Sunday

22 December 2013

“and they shall name him Emmanuel’, which means, ‘God is with us.’” (v. 23)


Background

The author, Matthew, is treading on delicate ground of the ancient story of God's search for the heart of humanity, and of humanity's search for God but also of the cultural and ethical standards of the day. To quote a friend of mine, there is something 'indecent' about the account of Mary and Joseph and Matthew faces the challenge of how to tell the tale in such a way that it makes sense of ancient traditions, and the acceptable behaviour of the day?. If Matthew struggles a little in this task, then he sets the scene for Jesus who struggles in exactly the same way, for the God Jesus reveals doesn't fit easily into either our religious assumptions or our moral certainties.

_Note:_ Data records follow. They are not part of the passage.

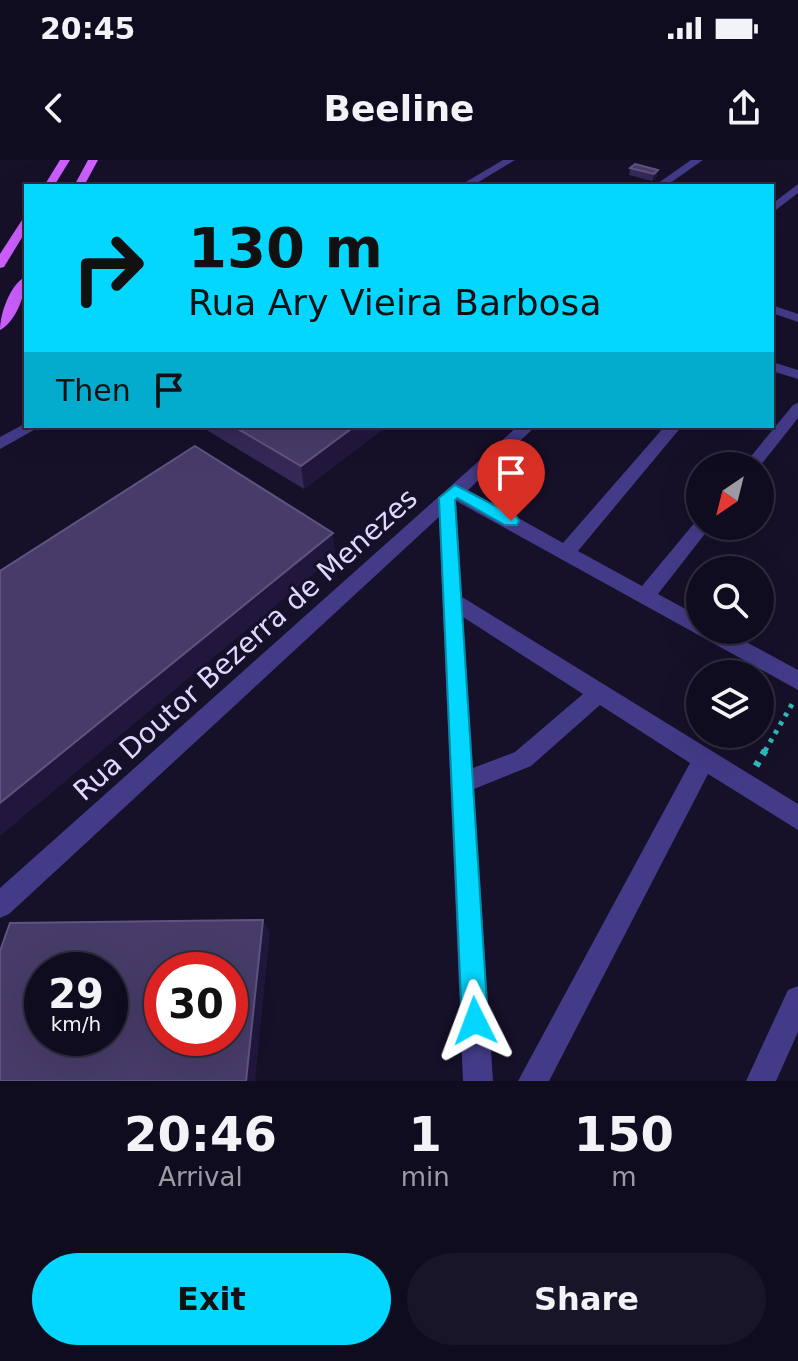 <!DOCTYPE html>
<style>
body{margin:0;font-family:"DejaVu Sans",sans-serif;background:#191528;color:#f1f3f6;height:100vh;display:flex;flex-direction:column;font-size:30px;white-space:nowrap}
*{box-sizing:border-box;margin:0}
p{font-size:26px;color:#9c9ba4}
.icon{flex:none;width:44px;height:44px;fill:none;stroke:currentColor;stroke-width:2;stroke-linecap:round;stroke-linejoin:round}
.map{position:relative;height:921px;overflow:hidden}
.sheet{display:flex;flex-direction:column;background:#100c1f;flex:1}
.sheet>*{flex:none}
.hud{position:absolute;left:24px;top:24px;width:750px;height:244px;border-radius:0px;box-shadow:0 8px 32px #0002,0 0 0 2px #302c3d;background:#04d7ff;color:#111;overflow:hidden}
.needle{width:52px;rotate:215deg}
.controls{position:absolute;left:686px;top:292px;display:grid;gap:16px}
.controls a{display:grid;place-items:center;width:88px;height:88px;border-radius:50%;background:#100c1f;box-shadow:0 8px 32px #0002,0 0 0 2px #302c3d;font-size:40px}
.speed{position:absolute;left:24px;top:792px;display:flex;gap:16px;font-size:40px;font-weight:700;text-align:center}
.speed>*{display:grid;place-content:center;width:104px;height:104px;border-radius:50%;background:#100c1f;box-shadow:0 8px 32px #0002,0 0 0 2px #302c3d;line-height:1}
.speed small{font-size:20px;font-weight:400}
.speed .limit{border:12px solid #d22;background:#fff;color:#111}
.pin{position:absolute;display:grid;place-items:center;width:68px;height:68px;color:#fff;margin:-82px -34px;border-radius:50% 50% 50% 0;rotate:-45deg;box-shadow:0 0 8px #0007}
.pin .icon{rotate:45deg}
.me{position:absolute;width:88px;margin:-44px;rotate:357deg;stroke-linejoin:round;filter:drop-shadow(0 0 6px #0008)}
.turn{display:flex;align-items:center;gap:28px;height:168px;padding:0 32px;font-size:36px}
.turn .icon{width:104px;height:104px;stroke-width:2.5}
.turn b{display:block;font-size:56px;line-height:68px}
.then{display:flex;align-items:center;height:76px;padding:0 32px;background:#0003;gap:16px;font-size:30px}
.eta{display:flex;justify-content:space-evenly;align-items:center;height:136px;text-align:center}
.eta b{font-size:48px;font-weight:700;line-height:56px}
.primary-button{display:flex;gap:16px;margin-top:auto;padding:16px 32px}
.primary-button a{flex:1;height:92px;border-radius:48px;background:#04d7ff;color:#111;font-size:32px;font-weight:700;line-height:92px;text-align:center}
.primary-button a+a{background:#191528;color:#f1f3f6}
.status{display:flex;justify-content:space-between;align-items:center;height:56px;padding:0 40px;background:#100c1f;direction:ltr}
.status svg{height:22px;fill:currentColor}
header{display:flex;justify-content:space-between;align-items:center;height:104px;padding:0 32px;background:#100c1f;font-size:36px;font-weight:700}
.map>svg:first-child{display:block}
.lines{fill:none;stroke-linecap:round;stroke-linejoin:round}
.path-far1{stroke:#30bcbb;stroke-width:5;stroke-dasharray:4 6;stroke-linecap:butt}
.path{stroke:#30bcbb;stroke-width:7;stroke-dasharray:5 8;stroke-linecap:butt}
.minor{fill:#433b88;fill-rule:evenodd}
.major{fill:#cd5fff;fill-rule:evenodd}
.wall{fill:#352957}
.shaded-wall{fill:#21173d}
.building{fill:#473c69;stroke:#5f5480;stroke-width:2;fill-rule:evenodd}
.route{fill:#04d7ff;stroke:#038ca6;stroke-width:2}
.labels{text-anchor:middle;stroke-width:6;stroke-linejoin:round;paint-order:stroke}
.street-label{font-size:28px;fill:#dfd8ff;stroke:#161029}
</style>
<div class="status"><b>20:45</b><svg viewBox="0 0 49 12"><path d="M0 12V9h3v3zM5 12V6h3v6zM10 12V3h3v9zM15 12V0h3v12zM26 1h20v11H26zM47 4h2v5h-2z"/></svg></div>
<header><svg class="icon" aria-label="back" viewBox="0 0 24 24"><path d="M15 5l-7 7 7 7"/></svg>Beeline<svg class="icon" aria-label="share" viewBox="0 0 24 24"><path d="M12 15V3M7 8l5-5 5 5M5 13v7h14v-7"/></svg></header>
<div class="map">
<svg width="798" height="921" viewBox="0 0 798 921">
<rect width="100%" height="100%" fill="#161029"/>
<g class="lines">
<path class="path-far1" d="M 765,591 L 795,539"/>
<path class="path" d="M 756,606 L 766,589"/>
<g class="minor">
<path d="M 503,0 L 515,0 L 472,26 L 459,26 Z"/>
<path d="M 691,0 L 703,0 L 666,26 L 654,26 Z"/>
<path d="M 798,24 L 798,33 L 772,53 L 772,44 Z"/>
<path d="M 772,145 L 798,154 L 798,162 L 772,153 Z"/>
<path d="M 772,202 L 798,210 L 798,219 L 772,211 Z"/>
<path d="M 798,243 L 798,258 L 760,306 L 743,306 L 793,245 Z"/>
<path d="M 26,263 L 26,266 L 41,266 L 0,289 L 0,277 Z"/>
<path d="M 518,266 L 536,266 L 468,330 L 563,383 L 665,266 L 682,266 L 578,391 L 642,426 L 696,361 L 700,360 L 700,366 L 711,366 L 658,434 L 700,457 L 700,470 L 724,470 L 798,510 L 798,530 L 456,341 L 462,437 L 798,644 L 798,670 L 708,614 L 549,921 L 518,921 L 690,603 L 600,545 L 531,606 L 474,629 L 493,921 L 463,921 L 439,357 L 9,754 L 0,758 L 0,728 ZM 463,457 L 583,534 L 515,592 L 473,608 Z"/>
<path d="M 798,826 L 798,872 L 776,921 L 746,921 L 788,830 Z"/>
</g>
<g class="major">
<path d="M 60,0 L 70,0 L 54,26 L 44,26 Z"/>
<path d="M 88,0 L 98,0 L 84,26 L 74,26 Z"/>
<path d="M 26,59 L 26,71 L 4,107 L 0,108 L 0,94 L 22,60 Z"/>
<path d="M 26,116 C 26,133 16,162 0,170 C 0,153 10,125 26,116 Z"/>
</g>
</g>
<g class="wall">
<path d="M 630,8 L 658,10 L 656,18 L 652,21 L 629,15 Z"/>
<path d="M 200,266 L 387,266 L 304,329 Z"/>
</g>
<g class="shaded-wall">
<path d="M 658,10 L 656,18 L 652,21 L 654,14 Z"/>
<path d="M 355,266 L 387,266 L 304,329 L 301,306 Z"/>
<path d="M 333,373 L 335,396 L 0,676 L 0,643 Z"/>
<path d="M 263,760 L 270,772 L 255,921 L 246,921 Z"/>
</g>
<g class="building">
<path d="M 635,4 L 658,10 L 654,14 L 630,8 Z"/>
<path d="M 233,266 L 355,266 L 301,306 Z"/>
<path d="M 195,286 L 333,373 L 0,643 L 0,411 Z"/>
<path d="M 263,760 L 246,921 L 0,921 L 0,791 L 10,763 ZM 42,810 L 110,810 L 110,878 L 42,878 ZM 162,810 L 230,810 L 230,878 L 162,878 Z"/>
</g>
<path class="route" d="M 455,325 L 517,357 L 519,361 L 517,365 L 505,365 L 457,338 L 455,340 L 488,861 L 484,871 L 475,874 L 466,871 L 462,861 L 439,338 Z"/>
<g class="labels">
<g class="street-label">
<text transform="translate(245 484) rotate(-42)" y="10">Rua Doutor Bezerra de Menezes</text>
</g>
</g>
</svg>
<div class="controls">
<a><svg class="needle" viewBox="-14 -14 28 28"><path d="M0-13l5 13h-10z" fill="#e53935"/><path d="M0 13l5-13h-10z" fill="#9c9ba4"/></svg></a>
<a><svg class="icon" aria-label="search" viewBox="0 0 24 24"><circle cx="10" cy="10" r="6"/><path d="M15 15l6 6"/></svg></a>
<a><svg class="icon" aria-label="layers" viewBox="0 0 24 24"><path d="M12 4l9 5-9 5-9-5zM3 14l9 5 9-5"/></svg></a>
</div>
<div class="speed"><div>29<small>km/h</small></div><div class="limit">30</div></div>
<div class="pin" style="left:511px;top:361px;background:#d93025"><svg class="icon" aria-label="arrive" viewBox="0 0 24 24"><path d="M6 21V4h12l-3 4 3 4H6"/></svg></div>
<svg class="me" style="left:475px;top:861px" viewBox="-20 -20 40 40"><path d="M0-17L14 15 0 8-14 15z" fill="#04d7ff" stroke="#fff" stroke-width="4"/></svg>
<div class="hud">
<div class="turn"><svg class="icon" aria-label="right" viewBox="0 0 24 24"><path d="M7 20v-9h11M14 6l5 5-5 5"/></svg><div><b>130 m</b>Rua Ary Vieira Barbosa</div></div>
<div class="then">Then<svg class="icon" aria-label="arrive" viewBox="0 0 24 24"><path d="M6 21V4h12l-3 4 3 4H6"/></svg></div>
</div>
</div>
<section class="sheet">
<div class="eta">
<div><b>20:46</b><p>Arrival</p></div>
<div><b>1</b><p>min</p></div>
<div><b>150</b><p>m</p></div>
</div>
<div class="primary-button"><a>Exit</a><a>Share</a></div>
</section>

From Joseph's perspective a pregnant fiancé with whom he has not had sex is an awkwardness that is not hard for the modern mind to understand, but perhaps we don't quite get the 'indecency' of the situation. The story is more fundamental than an implied sexual embarrassment or frailty. Women were in those days considered property and theft will be understood to have occurred, promises and contracts broken, and an ending of the engagement would seem the most humane way forward. But a relationship of cosmic importance was about to be destroyed before it had got going - Mary and Joseph no longer engaged - with nothing but sad and bitter memories and child caught between them. Joseph and Mary as partners mattered or else why did the angel persuade Joseph to hang on in there?

Joseph is asked to trust that a greater 'decency'is taking place, a God-incident in which morality and ancient story are not destroyed, but fundamentally fulfilled. In this way God chooses both Mary and Joseph to share in the redemption of all, by being the family that will hold the baby who will one day hold the world, and bring it life.


To Ponder

  • What is more indecent? A hungry starving child or one with irregular parentage?
  • Why do the issues of sexual immorality sometimes upset us more than the consequences of injustice, greed, cruelty and neglect?
  • And why do you think God reveals God's own self this way and not another?